Try it:
Go through the entries below and count the lines where "hidden" occurs. Give nothing but that number.
(Source material Opens)
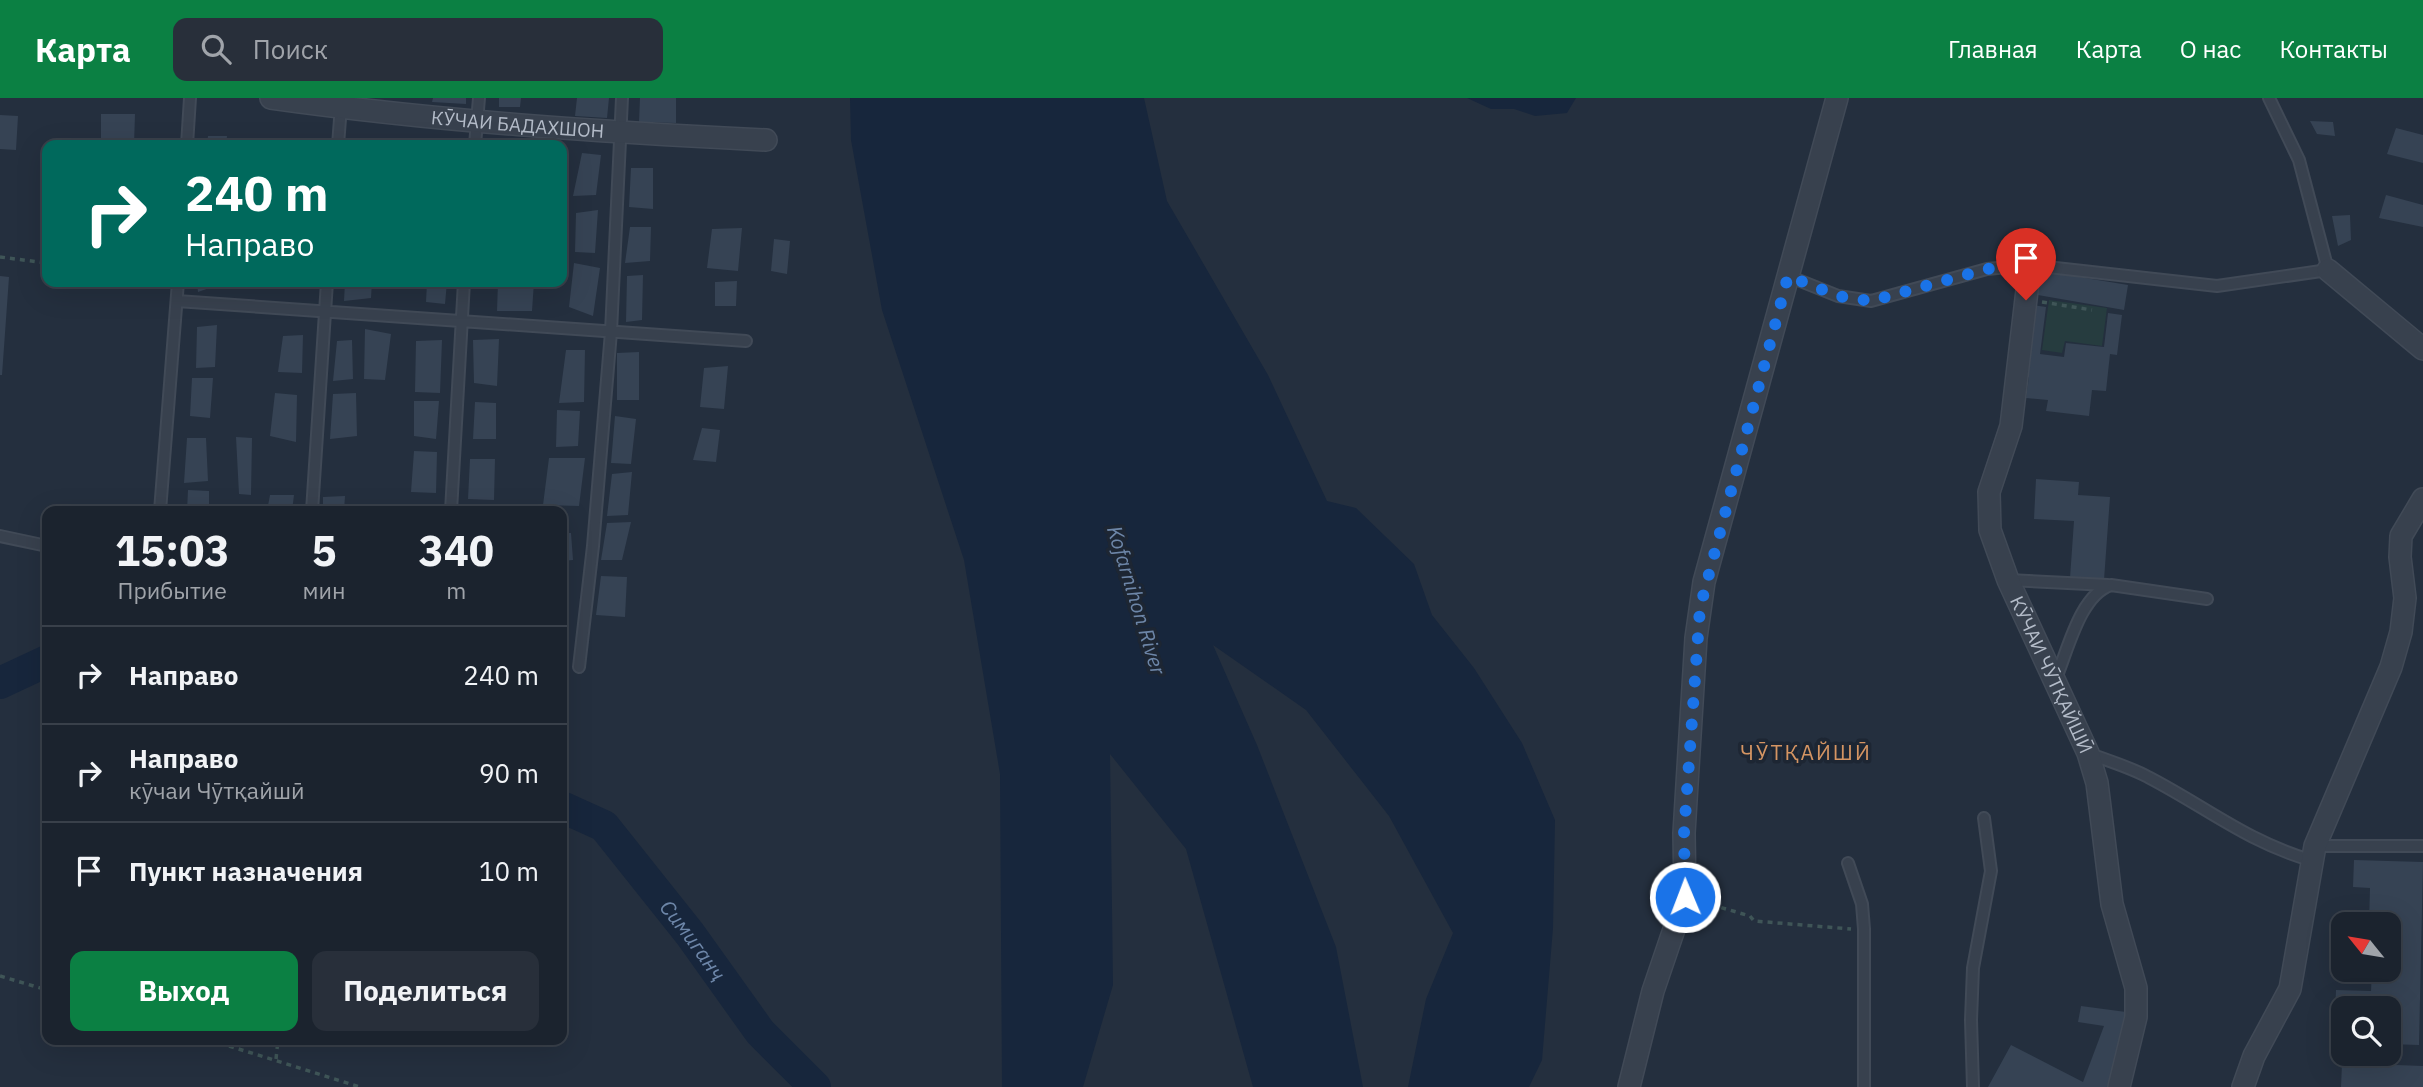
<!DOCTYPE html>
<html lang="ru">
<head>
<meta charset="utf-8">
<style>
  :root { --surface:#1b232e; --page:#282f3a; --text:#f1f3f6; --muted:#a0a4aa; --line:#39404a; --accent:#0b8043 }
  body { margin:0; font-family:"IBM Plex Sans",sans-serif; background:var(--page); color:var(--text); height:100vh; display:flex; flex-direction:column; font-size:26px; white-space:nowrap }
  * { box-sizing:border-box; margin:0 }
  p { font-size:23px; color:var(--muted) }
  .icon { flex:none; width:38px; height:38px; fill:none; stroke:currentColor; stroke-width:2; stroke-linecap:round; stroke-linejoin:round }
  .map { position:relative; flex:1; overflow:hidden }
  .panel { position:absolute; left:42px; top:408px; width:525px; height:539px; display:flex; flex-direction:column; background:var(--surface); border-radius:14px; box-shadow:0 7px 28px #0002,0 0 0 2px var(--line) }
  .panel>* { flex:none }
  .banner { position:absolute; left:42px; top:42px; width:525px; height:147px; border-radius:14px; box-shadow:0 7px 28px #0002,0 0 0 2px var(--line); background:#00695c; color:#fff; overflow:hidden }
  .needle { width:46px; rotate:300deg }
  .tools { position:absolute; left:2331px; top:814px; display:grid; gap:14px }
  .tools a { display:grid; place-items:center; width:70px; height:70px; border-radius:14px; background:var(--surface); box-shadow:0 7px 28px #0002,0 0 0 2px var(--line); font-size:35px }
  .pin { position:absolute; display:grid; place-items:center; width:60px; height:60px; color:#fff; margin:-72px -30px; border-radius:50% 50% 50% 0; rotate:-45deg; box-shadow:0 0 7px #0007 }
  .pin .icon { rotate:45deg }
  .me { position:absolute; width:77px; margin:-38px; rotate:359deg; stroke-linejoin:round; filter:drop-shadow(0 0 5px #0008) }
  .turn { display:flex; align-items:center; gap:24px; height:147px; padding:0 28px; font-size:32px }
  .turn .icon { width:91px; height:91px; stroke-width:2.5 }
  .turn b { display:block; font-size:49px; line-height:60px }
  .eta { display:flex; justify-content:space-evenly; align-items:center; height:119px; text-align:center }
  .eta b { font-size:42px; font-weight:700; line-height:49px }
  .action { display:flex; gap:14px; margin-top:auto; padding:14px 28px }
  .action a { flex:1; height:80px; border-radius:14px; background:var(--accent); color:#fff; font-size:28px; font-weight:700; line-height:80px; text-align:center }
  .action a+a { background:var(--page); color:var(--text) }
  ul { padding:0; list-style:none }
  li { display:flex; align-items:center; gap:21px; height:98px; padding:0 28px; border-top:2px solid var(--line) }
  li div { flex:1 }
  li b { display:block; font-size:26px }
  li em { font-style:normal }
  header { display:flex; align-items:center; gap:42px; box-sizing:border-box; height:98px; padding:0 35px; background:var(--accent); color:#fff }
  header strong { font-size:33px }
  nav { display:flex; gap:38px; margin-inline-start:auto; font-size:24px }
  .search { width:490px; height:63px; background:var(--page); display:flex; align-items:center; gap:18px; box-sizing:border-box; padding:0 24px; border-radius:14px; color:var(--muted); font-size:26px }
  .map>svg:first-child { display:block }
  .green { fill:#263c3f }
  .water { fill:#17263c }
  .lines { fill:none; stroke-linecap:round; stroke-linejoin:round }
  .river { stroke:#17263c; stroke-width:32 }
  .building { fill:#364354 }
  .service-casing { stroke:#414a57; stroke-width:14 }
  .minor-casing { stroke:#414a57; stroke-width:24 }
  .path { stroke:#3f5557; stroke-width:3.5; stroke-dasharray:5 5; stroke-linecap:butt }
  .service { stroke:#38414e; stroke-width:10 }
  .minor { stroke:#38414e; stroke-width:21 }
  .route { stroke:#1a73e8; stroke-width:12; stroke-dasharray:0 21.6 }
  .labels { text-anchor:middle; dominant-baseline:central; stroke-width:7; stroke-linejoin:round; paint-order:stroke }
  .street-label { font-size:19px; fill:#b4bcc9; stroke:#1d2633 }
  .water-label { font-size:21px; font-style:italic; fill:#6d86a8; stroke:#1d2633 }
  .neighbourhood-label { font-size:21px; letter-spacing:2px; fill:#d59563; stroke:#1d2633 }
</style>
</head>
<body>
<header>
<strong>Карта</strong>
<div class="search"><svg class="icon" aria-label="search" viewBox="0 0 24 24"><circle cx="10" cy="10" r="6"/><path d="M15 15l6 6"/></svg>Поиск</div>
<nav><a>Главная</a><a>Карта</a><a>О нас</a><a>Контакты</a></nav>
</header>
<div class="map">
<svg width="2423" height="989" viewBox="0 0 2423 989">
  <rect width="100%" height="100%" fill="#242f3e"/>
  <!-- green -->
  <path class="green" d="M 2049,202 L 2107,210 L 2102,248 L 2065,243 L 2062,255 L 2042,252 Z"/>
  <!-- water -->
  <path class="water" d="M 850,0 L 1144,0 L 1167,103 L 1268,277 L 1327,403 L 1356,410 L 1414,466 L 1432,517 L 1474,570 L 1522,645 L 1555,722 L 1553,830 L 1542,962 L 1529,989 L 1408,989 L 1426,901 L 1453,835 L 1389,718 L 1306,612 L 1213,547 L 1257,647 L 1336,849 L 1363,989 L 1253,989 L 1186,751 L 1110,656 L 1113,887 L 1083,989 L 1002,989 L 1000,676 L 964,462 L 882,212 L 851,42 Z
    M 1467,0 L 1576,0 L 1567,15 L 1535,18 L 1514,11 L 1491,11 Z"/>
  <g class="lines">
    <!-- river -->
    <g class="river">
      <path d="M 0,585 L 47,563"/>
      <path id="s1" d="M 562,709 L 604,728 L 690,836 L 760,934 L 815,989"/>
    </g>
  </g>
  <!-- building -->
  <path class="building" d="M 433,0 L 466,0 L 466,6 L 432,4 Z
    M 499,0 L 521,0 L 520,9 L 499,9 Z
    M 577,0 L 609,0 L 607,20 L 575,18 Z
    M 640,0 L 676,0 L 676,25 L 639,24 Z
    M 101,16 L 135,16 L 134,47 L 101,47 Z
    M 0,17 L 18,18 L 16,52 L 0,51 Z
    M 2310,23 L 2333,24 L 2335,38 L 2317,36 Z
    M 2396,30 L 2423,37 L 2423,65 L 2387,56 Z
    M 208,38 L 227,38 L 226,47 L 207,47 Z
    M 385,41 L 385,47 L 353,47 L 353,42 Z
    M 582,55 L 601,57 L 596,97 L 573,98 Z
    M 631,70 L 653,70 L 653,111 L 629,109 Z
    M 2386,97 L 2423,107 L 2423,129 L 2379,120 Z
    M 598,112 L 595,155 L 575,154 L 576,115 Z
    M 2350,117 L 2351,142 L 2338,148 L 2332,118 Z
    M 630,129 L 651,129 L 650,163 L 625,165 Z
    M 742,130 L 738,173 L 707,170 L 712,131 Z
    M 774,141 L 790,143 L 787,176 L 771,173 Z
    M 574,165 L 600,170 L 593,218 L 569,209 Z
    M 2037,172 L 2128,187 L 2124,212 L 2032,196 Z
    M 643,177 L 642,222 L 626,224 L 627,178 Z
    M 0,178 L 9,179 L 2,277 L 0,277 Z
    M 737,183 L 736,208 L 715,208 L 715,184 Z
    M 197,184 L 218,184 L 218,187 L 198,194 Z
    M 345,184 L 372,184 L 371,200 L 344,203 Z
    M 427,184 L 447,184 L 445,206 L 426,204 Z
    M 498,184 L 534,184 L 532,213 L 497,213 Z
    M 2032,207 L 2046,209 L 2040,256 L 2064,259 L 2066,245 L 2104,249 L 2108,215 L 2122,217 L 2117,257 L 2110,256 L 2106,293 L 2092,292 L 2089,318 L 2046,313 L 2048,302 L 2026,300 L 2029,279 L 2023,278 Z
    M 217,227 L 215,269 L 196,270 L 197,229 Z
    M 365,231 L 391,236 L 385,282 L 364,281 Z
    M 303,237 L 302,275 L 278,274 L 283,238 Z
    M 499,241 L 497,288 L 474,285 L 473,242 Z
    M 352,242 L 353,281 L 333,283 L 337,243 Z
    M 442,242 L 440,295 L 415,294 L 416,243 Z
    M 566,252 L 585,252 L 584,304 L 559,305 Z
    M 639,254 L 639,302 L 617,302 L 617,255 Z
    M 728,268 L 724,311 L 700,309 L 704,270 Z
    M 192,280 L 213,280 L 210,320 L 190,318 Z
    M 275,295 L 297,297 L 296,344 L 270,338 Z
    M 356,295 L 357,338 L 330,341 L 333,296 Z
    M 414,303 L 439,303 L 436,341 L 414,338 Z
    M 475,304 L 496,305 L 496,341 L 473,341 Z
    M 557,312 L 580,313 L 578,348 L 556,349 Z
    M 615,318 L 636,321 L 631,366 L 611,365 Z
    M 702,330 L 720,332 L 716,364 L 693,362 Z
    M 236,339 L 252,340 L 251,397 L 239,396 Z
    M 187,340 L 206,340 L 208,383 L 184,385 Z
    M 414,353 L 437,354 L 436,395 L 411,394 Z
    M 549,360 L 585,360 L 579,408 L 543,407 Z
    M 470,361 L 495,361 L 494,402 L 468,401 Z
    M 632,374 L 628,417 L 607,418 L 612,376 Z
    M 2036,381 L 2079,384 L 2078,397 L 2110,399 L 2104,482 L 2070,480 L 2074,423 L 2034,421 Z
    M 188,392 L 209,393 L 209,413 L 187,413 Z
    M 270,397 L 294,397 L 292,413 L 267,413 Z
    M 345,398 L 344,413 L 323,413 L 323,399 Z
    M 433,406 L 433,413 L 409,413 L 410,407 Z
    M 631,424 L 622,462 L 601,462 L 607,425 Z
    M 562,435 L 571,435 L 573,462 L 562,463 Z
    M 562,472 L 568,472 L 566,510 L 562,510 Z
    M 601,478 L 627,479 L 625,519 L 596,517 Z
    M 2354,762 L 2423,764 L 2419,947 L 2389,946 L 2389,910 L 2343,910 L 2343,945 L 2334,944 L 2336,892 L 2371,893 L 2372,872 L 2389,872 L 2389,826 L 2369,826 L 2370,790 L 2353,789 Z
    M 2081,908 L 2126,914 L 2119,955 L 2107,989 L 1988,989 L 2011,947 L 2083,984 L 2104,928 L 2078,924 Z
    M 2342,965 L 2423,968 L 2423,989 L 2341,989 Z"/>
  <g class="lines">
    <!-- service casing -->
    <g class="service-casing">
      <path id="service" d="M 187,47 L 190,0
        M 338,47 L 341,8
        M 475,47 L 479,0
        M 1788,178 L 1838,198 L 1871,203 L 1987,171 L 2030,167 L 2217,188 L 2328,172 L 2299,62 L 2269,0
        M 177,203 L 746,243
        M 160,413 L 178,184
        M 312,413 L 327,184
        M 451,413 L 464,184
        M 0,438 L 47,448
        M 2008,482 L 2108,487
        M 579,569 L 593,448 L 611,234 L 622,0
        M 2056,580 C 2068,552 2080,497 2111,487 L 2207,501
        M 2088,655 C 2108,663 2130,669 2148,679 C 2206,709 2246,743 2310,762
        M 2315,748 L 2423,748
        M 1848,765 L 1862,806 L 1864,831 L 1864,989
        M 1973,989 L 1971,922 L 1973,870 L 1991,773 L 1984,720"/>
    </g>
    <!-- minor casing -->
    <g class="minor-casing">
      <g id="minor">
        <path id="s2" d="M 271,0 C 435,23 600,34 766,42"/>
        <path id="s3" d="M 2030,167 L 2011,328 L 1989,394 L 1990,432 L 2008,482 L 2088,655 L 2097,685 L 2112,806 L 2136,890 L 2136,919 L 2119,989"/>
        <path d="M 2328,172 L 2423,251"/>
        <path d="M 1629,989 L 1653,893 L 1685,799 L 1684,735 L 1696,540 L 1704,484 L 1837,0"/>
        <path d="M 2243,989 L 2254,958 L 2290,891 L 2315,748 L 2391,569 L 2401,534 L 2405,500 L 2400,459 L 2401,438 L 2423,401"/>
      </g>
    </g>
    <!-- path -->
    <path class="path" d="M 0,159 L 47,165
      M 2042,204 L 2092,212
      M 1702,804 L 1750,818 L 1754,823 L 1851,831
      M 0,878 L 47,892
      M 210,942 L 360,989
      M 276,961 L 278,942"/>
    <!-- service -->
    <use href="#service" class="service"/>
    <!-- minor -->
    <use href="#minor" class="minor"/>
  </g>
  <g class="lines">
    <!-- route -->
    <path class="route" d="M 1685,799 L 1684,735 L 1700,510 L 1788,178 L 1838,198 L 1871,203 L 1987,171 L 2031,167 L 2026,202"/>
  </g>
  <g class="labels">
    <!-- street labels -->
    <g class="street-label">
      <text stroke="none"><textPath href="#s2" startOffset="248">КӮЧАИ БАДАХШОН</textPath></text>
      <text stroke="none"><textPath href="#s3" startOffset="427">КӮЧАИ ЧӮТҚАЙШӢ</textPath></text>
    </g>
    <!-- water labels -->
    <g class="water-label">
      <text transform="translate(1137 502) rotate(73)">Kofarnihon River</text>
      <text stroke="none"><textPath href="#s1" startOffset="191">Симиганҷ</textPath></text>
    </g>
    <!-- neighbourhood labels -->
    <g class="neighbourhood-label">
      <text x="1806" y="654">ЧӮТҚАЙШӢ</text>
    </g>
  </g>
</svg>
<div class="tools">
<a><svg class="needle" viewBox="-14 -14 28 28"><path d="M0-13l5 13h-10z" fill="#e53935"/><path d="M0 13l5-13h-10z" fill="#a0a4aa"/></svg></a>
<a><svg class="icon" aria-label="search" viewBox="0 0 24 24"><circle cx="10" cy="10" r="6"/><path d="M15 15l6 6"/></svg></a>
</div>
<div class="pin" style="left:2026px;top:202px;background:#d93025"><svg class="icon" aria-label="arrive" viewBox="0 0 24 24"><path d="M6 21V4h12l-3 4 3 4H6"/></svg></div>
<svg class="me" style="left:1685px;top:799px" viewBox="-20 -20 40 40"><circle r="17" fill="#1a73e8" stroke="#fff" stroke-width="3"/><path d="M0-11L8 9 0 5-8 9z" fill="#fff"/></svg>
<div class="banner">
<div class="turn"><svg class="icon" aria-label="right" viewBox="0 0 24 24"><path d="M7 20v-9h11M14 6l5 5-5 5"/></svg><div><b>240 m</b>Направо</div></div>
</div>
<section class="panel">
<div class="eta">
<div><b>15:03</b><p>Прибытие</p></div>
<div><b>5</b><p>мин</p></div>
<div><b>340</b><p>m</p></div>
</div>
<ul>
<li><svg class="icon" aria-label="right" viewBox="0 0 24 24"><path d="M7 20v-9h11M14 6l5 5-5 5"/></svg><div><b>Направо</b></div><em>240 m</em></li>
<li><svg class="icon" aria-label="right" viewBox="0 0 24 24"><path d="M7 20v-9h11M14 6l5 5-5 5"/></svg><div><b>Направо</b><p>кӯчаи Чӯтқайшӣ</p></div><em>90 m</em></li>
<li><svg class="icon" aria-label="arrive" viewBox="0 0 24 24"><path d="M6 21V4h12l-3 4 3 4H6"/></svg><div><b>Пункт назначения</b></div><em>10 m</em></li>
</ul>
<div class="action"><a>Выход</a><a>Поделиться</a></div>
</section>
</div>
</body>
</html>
(Source material Closes)
Task solution:
2